Effect of training on muscle ceramide content

In a recent training study, muscle ceramide content was decreased in obese individuals after 8 weeks of endurance training [13]. In rats, 6 weeks of endurance training also led to a decreased muscle ceramide content [30]. In contrast, muscle ceramide content was similar between the four groups in the present study. Furthermore, we did not observe any difference in muscle ceramide content between untrained and trained young male healthy participants in our prior study [14]. The two latter studies used a cross-sectional design as opposed to the longitudinal design of the two aforementioned training studies [13, 30] and therefore further studies on humans using a longitudinal design are important to further our understanding of the role of training on muscle ceramide content.

Triacylglycerol and ceramide in muscle

In the present study, muscle triacylglycerol stores were not significantly different between the four groups, and there was no significant coupling between intramuscular triacylglycerol and insulin sensitivity.
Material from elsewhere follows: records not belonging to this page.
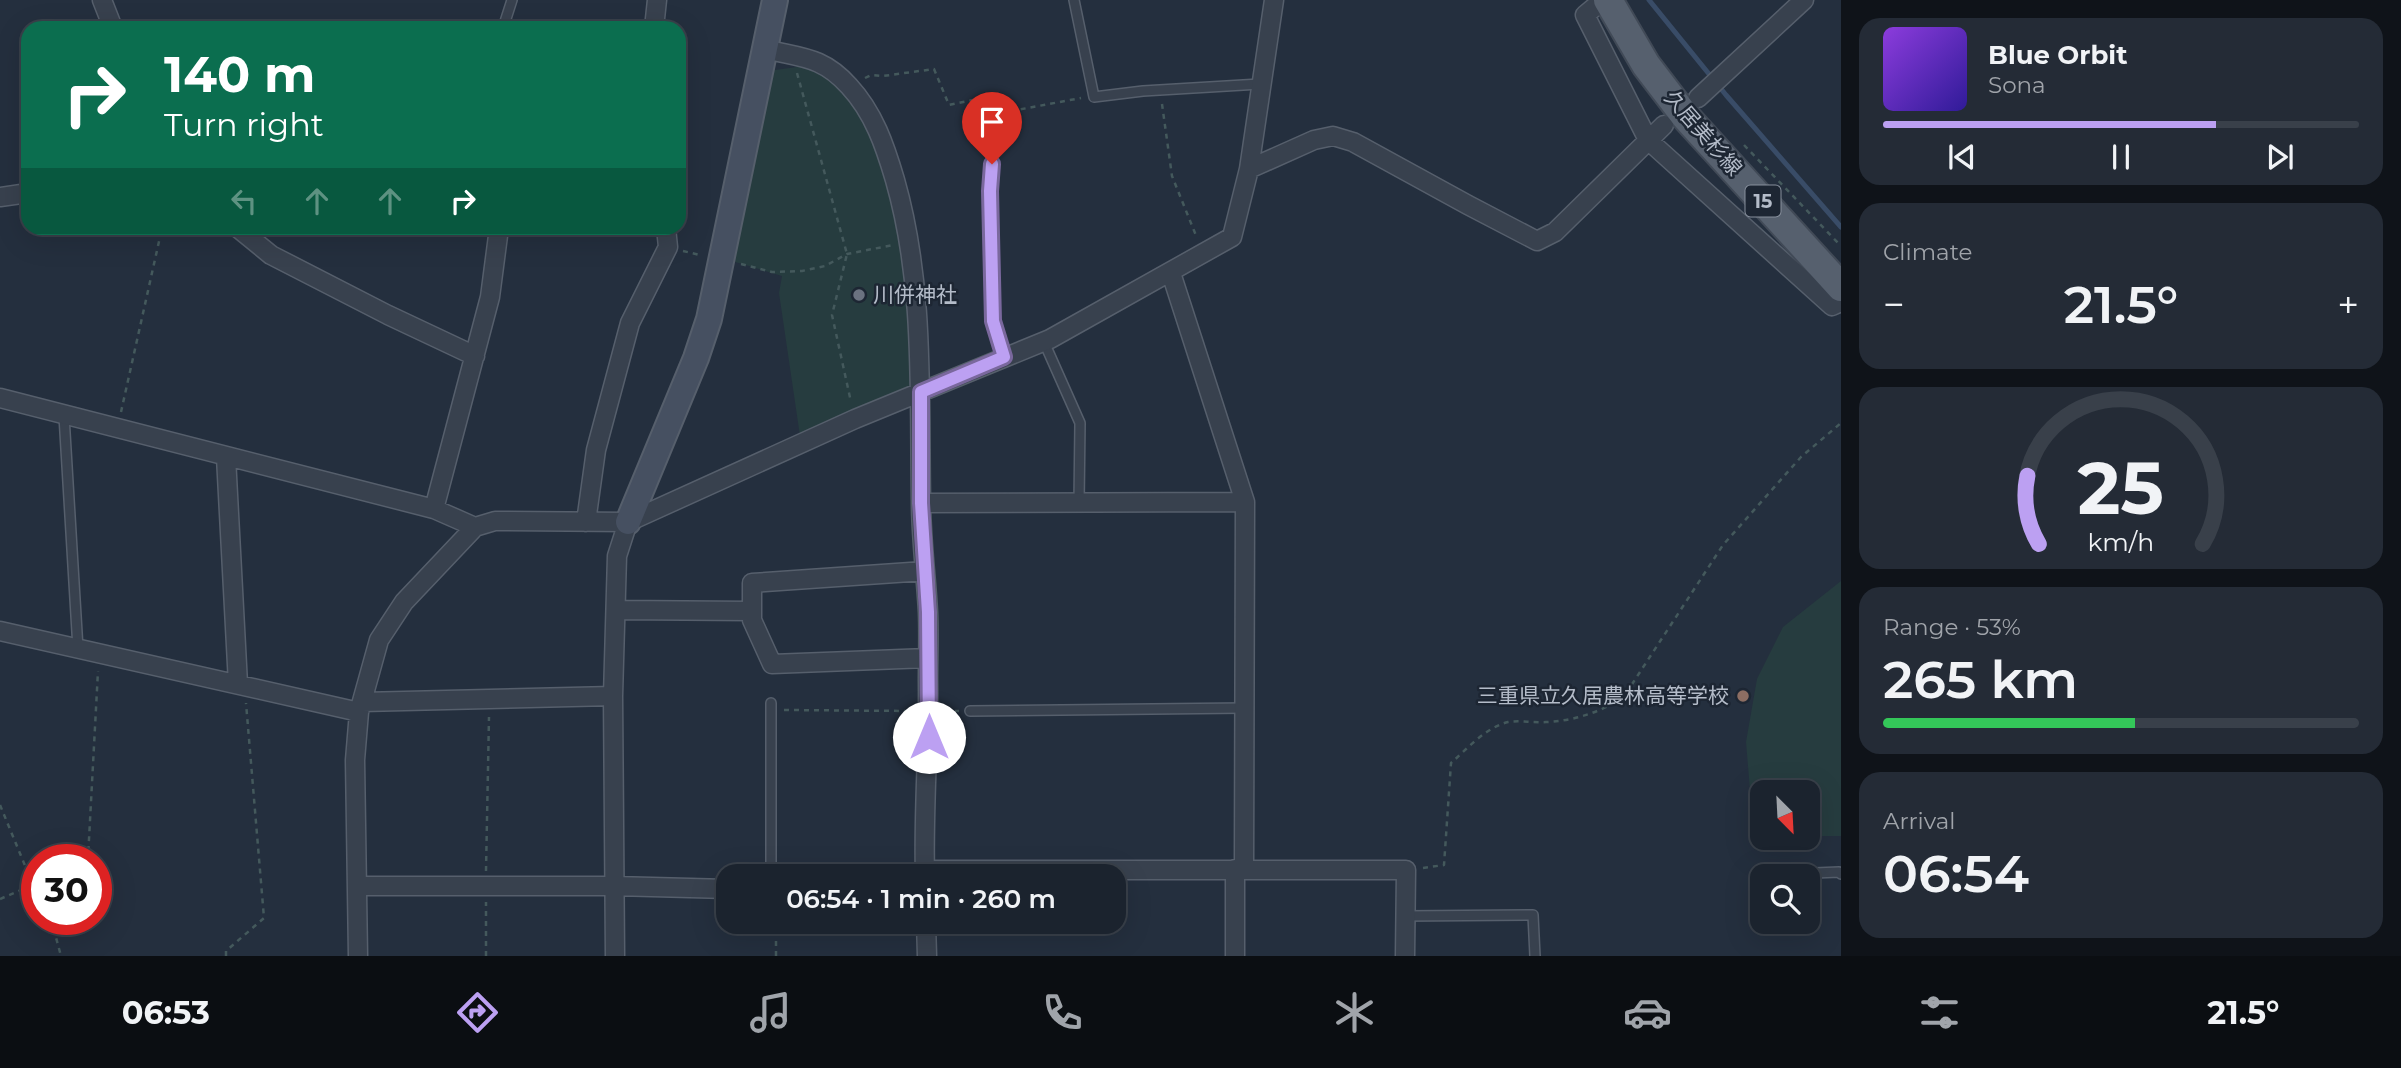 <!DOCTYPE html>
<meta charset="utf-8">
<style>
body{margin:0;font-family:Montserrat,"Noto Sans JP",sans-serif;background:#242b36;color:#f1f3f6;height:100vh;display:flex;flex-direction:column;font-size:26px;white-space:nowrap}
*{box-sizing:border-box;margin:0}
p{font-size:23px;color:#a0a4aa}
.icon{flex:none;width:38px;height:38px;fill:none;stroke:currentColor;stroke-width:2;stroke-linecap:round;stroke-linejoin:round}
.map{position:relative;flex:1;overflow:hidden}
.details{display:flex;flex-direction:column;gap:18px;padding:18px;background:#0f1319;width:560px}
.details>*{flex:none}
.top-card{position:absolute;left:21px;top:21px;width:665px;height:214px;border-radius:21px;box-shadow:0 7px 28px #0002,0 0 0 2px #39404a;background:#0b6e4f;color:#fff;overflow:hidden}
.needle{width:46px;rotate:156deg}
.controls{position:absolute;left:1750px;top:780px;display:grid;gap:14px}
.controls a{display:grid;place-items:center;width:70px;height:70px;border-radius:14px;background:#1b232e;box-shadow:0 7px 28px #0002,0 0 0 2px #39404a;font-size:35px}
.speed{position:absolute;left:21px;top:844px;display:flex;gap:14px;font-size:35px;font-weight:700;text-align:center}
.speed>*{display:grid;place-content:center;width:91px;height:91px;border-radius:50%;background:#1b232e;box-shadow:0 7px 28px #0002,0 0 0 2px #39404a;line-height:1}
.speed .limit{border:10px solid #d22;background:#fff;color:#111}
.pin{position:absolute;display:grid;place-items:center;width:60px;height:60px;color:#fff;margin:-72px -30px;border-radius:50% 50% 50% 0;rotate:-45deg;box-shadow:0 0 7px #0007}
.pin .icon{rotate:45deg}
.me{position:absolute;width:77px;margin:-38px;rotate:0deg;stroke-linejoin:round;filter:drop-shadow(0 0 5px #0008)}
.turn{display:flex;align-items:center;gap:24px;height:147px;padding:0 28px;font-size:32px}
.turn .icon{width:91px;height:91px;stroke-width:2.5}
.turn b{display:block;font-size:49px;line-height:60px}
.lanes{display:flex;align-items:center;height:66px;padding:0 28px;background:#0003;justify-content:center;gap:35px;direction:ltr}
.lanes .off{opacity:.35}
.big{font-size:52px;font-weight:600;line-height:1.1}
.details .tile{flex:1;display:flex;flex-direction:column;justify-content:center;gap:10px;min-width:0;padding:0 24px;border-radius:21px;background:#242b36}
.details .dial{align-items:center;gap:0}
.dial svg{height:182px;overflow:visible;fill:none;stroke:#39404a;stroke-width:7;stroke-linecap:round;text-anchor:middle}
.dial text{fill:#f1f3f6;stroke:none}
.song{display:flex;align-items:center;gap:21px}
.cover{width:84px;height:84px;border-radius:10px;background:linear-gradient(135deg,hsl(270 70% 55%),hsl(250 70% 35%))}
.played{height:7px;border-radius:4px;background:linear-gradient(90deg,#bca0f2 70%,#39404a 70%)}
.keys{display:flex;justify-content:space-around;direction:ltr}
.heat{display:flex;justify-content:space-between;align-items:center;font-size:38px;direction:ltr}
.charge{height:10px;border-radius:5px;background:linear-gradient(90deg,#34c759 53%,#39404a 0)}
.trip{position:absolute;left:716px;top:864px;width:410px;height:70px;border-radius:21px;background:#1b232e;box-shadow:0 7px 28px #0002,0 0 0 2px #39404a;font-weight:600;line-height:70px;text-align:center}
.menu{display:flex;height:112px;justify-content:space-around;align-items:center;background:#0b0e12;color:#a0a4aa}
.menu .icon{width:49px;height:49px}
.menu .on{color:#bca0f2}
.menu b{font-size:32px;color:#f1f3f6}
main{display:flex;flex:1;min-height:0}
.map>svg:first-child{display:block}
</style>
<main>
<div class="map">
<svg width="1841" height="956" viewBox="0 0 1841 956">
<rect width="100%" height="100%" fill="#242f3e"/>
<!-- green -->
<path fill="#263c3f" d="M804 66 827 78 851 98 873 134 893 198 905 259 913 382 908 390 800 436 779 293 782 276 732 261 768 71Z
M1841 581V836H1808V793H1762V819L1750 790 1746 742 1757 679 1783 627Z"/>
<g fill="none" stroke-linecap="round" stroke-linejoin="round">
<!-- stream -->
<path stroke="#394c67" stroke-width="5" d="M1649 0 1726 95 1841 227"/>
<defs>
<path id="lane" d="M1074 0 1094 97 1143 91 1260 84
M503 28 512 0
M991 115 993 322 1004 357
M1044 342 1080 423 1079 503
M64 416 78 649
M970 711 1244 708
M1769 875 1839 872 1841 874
M771 877V703
M1405 916 1533 915 1535 956"/>
<path id="street" d="M102 0 113 28
M1603 0 1585 15 1648 140 1832 306 1841 302
M654 28 657 0
M765 49C801 58 822 56 849 86 874 113 885 146 895 180 925 285 919 393 921 501 921 538 926 575 928 612 929 635 928 658 928 681 929 746 923 812 925 877
M1698 98 1804 0
M1249 169 1314 140 1333 136 1353 142 1468 205 1537 241 1555 232 1664 125
M0 197 28 193
M238 228 271 255 388 315 475 356
M1171 273 1245 502 1244 869
M0 398 434 509 475 527
M226 457 238 684
M921 503 1245 502
M434 509 490 297 499 228
M586 522 596 450 630 323 668 247 666 228
M925 571 752 583V620L772 664 928 658
M616 610 752 611
M0 631 359 712
M362 702 613 696
M1235 869V956
M925 870H1406L1405 956
M358 886H614L728 889
M926 922 927 956
M358 956 355 760 359 712 379 640 404 602 475 527 495 521 628 522 855 419 1050 339 1232 237 1249 169 1274 0
M615 956 613 696 617 556 628 522"/>
<path id="secondary" d="M628 522 696 358 709 319 775 0"/>
<path id="primary" d="M1608 0 1646 65 1685 116 1841 287"/>
</defs>
<!-- lane casing -->
<use href="#lane" stroke="#565f6c" stroke-width="12"/>
<!-- street casing -->
<use href="#street" stroke="#565f6c" stroke-width="21"/>
<!-- secondary casing -->
<use href="#secondary" stroke="#565f6c" stroke-width="28"/>
<!-- primary casing -->
<use href="#primary" stroke="#414a57" stroke-width="32"/>
<!-- path -->
<path stroke="#44595c" stroke-width="2.5" stroke-dasharray="5 5" stroke-linecap="butt" d="M797 73 847 254 832 315 851 402
M865 78 871 75 883 76 934 69 949 105 978 99 984 104
M1162 104 1172 176 1197 238
M1001 113 1081 98
M1744 145 1841 246
M683 251 700 255
M741 264 772 272 802 271 825 266 847 254 893 245
M121 412 162 228
M784 710 910 711
M945 711H959
M0 805 33 885
M85 859 88 858 98 671
M1423 868 1444 865 1451 763C1468 748 1485 728 1508 722 1520 720 1534 723 1546 722 1574 721 1600 712 1623 698L1723 545 1801 457 1841 423
M486 871 489 717
M0 899 37 883
M51 919 61 956
M226 956V951L264 918 246 703
M486 956V902
M776 956V922"/>
<!-- lane -->
<use href="#lane" stroke="#38414e" stroke-width="9"/>
<!-- street -->
<use href="#street" stroke="#38414e" stroke-width="18"/>
<!-- secondary -->
<use href="#secondary" stroke="#465061" stroke-width="24"/>
<!-- primary -->
<use href="#primary" stroke="#56606e" stroke-width="28"/>
</g>
<g fill="none" stroke-linecap="round" stroke-linejoin="round">
<defs>
<path id="route" d="M929 737 928 612 921 503V392L1004 357 993 321 990 191 992 164"/>
</defs>
<!-- route casing -->
<use href="#route" stroke="#7a689d" stroke-width="18"/>
<!-- route -->
<use href="#route" stroke="#bca0f2" stroke-width="12"/>
</g>
<!-- markers -->
<circle fill="#6b7280" stroke="#1d2633" stroke-width="2.5" cx="859" cy="295" r="7"/>
<circle fill="#8d6e63" stroke="#1d2633" stroke-width="2.5" cx="1743" cy="696" r="7"/>
<g text-anchor="middle" stroke-width="5" stroke-linejoin="round" paint-order="stroke">
<!-- shield labels -->
<rect fill="#1d2633" stroke="#878f9c" stroke-width="2" x="1745.5" y="185.5" width="35" height="31" rx="5"/>
<g font-size="19" font-weight="bold" fill="#b4bcc9">
<text x="1763" y="208">15</text>
</g>
<!-- street labels -->
<g font-size="21" fill="#b4bcc9" stroke="#1d2633">
<text transform="translate(1703 133) rotate(49)" y="7">久居美杉線</text>
</g>
<!-- poi labels -->
<g font-size="21" fill="#b4bcc9" stroke="#1d2633" text-anchor="start">
<text x="873" y="302">川併神社</text>
<text x="1729" y="703" text-anchor="end">三重県立久居農林高等学校</text>
</g>
</g>
</svg>
<div class="controls">
<a><svg class="needle" viewBox="-14 -14 28 28"><path d="M0-13l5 13h-10z" fill="#e53935"/><path d="M0 13l5-13h-10z" fill="#a0a4aa"/></svg></a>
<a><svg class="icon" aria-label="search" viewBox="0 0 24 24"><circle cx="10" cy="10" r="6"/><path d="M15 15l6 6"/></svg></a>
</div>
<div class="speed"><div class="limit">30</div></div>
<div class="pin" style="left:992px;top:164px;background:#d93025"><svg class="icon" aria-label="arrive" viewBox="0 0 24 24"><path d="M6 21V4h12l-3 4 3 4H6"/></svg></div>
<svg class="me" style="left:929px;top:737px" viewBox="-20 -20 40 40"><circle r="19" fill="#fff"/><path d="M0-13L10 11 0 6-10 11z" fill="#bca0f2"/></svg>
<div class="trip">06:54 · 1 min · 260 m</div>
<div class="top-card">
<div class="turn"><svg class="icon" aria-label="right" viewBox="0 0 24 24"><path d="M7 20v-9h11M14 6l5 5-5 5"/></svg><div><b>140 m</b>Turn right</div></div>
<div class="lanes"><svg class="icon off" aria-label="left" viewBox="0 0 24 24"><path d="M17 20v-9H6M10 6l-5 5 5 5"/></svg><svg class="icon off" aria-label="ahead" viewBox="0 0 24 24"><path d="M12 20V5M6 11l6-6 6 6"/></svg><svg class="icon off" aria-label="ahead" viewBox="0 0 24 24"><path d="M12 20V5M6 11l6-6 6 6"/></svg><svg class="icon" aria-label="right" viewBox="0 0 24 24"><path d="M7 20v-9h11M14 6l5 5-5 5"/></svg></div>
</div>
</div>
<section class="details">
<div class="tile">
<div class="song"><i class="cover"></i><div><b>Blue Orbit</b><p>Sona</p></div></div>
<div class="played"></div>
<div class="keys"><svg class="icon" aria-label="previous" viewBox="0 0 24 24"><path d="M18 5L8 12l10 7zM5 5v14"/></svg><svg class="icon" aria-label="pause" viewBox="0 0 24 24"><path d="M8 5v14M16 5v14"/></svg><svg class="icon" aria-label="next" viewBox="0 0 24 24"><path d="M6 5l10 7-10 7zM19 5v14"/></svg></div>
</div>
<div class="tile"><p>Climate</p>
<div class="heat"><a>−</a><b class="big">21.5°</b><a>+</a></div>
</div>
<div class="tile dial"><svg viewBox="0 0 100 80">
<path d="M14 69A42 42 0 1 1 86 69"/>
<path d="M14 69A42 42 0 0 1 9 39" stroke="#bca0f2"/>
<text x="50" y="56" font-size="32" font-weight="700">25</text>
<text x="50" y="72" font-size="11">km/h</text>
</svg></div>
<div class="tile"><p>Range · 53%</p><b class="big">265 km</b><div class="charge"></div></div>
<div class="tile"><p>Arrival</p><b class="big">06:54</b></div>
</section>
</main>
<nav class="menu">
<b>06:53</b>
<svg class="icon on" aria-label="directions" viewBox="0 0 24 24"><path d="M12 3l9 9-9 9-9-9zM9 14v-3h6M13 9l2 2-2 2"/></svg>
<svg class="icon" aria-label="music" viewBox="0 0 24 24"><path d="M9 18V5l10-2v13"/><circle cx="6" cy="18" r="3"/><circle cx="16" cy="16" r="3"/></svg>
<svg class="icon" aria-label="phone" viewBox="0 0 24 24"><path d="M5 4h4l2 5-3 2q2 4 5 5l2-3 5 2v4C11 20 4 13 5 4z"/></svg>
<svg class="icon" aria-label="climate" viewBox="0 0 24 24"><path d="M12 3v18M4 7l16 10M4 17L20 7"/></svg>
<svg class="icon" aria-label="car" viewBox="0 0 24 24"><path d="M5 17H2v-5l4-1 3-4h7l3 4 3 1v5h-3M9 17h6M6 11h13"/><circle cx="7" cy="17" r="2"/><circle cx="17" cy="17" r="2"/></svg>
<svg class="icon" aria-label="filters" viewBox="0 0 24 24"><path d="M4 7h16M4 17h16"/><circle cx="9" cy="7" r="2"/><circle cx="15" cy="17" r="2"/></svg>
<b>21.5°</b>
</nav>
Since the present study included an endurance-trained group, this is consistent with data from Goodpaster and colleagues [31], and is in line with previous studies that did not find coupling when muscle triacylglycerol was measured biochemically in samples of muscle tissue [3, 32].

It is generally thought that excess intramyocellular lipid storage results in decreased insulin sensitivity because an increased fatty acid precursor supply leads to increased concentrations of one or more of the lipid intermediates: diacylglycerol, long-chain fatty acyl-CoA or ceramide [9, 33, 34]. In support of this notion, Itani and colleagues found that insulin sensitivity was decreased after increasing plasma NEFA with a lipid infusion during an euglycaemic–hyperinsulinaemic clamp, and this occurred in parallel with an increase in intramuscular diacylglycerol, but not ceramide [15]. Using a similar approach, Straczkowski and colleagues [16] showed that lipid infusion reduced insulin sensitivity, and this coincided with increased muscle ceramide content. Lastly, Bruce and colleagues [13] found that glucose tolerance was increased and muscle ceramide levels were decreased after 8 weeks of training. Although these studies did not actually document changes in muscle triacylglycerol stores [13, 15, 16], they lend some support for relationships between muscle triacylglycerol, changes in insulin sensitivity and increased concentrations of the lipid intermediates diacylglycerol or ceramide. In the present study, no relationship was found between intramuscular triacylglycerol content and muscle ceramide content. However, we cannot exclude the possibility that muscle diacylglycerol or long chain fatty acyl-CoA may have influenced insulin sensitivity.

Conclusion

In this study we demonstrate similar muscle ceramide concentrations in middle-aged men over a very wide range of insulin sensitivities, from type 2 diabetes to healthy controls. Moreover, muscle ceramide content was not measurably influenced by low or high insulin levels, suggesting that muscle ceramide content does not seem to play a key role in insulin sensitivity in man. It was not possible to discern differences in ceramide fatty acid species between groups, which supports the observation of similar muscle ceramide content across the groups and interventions. However, further studies are needed to fully elucidate the role of muscle ceramide, ceramide fatty acid species and ceramide intermediates in insulin sensitivity, and the mechanisms involved.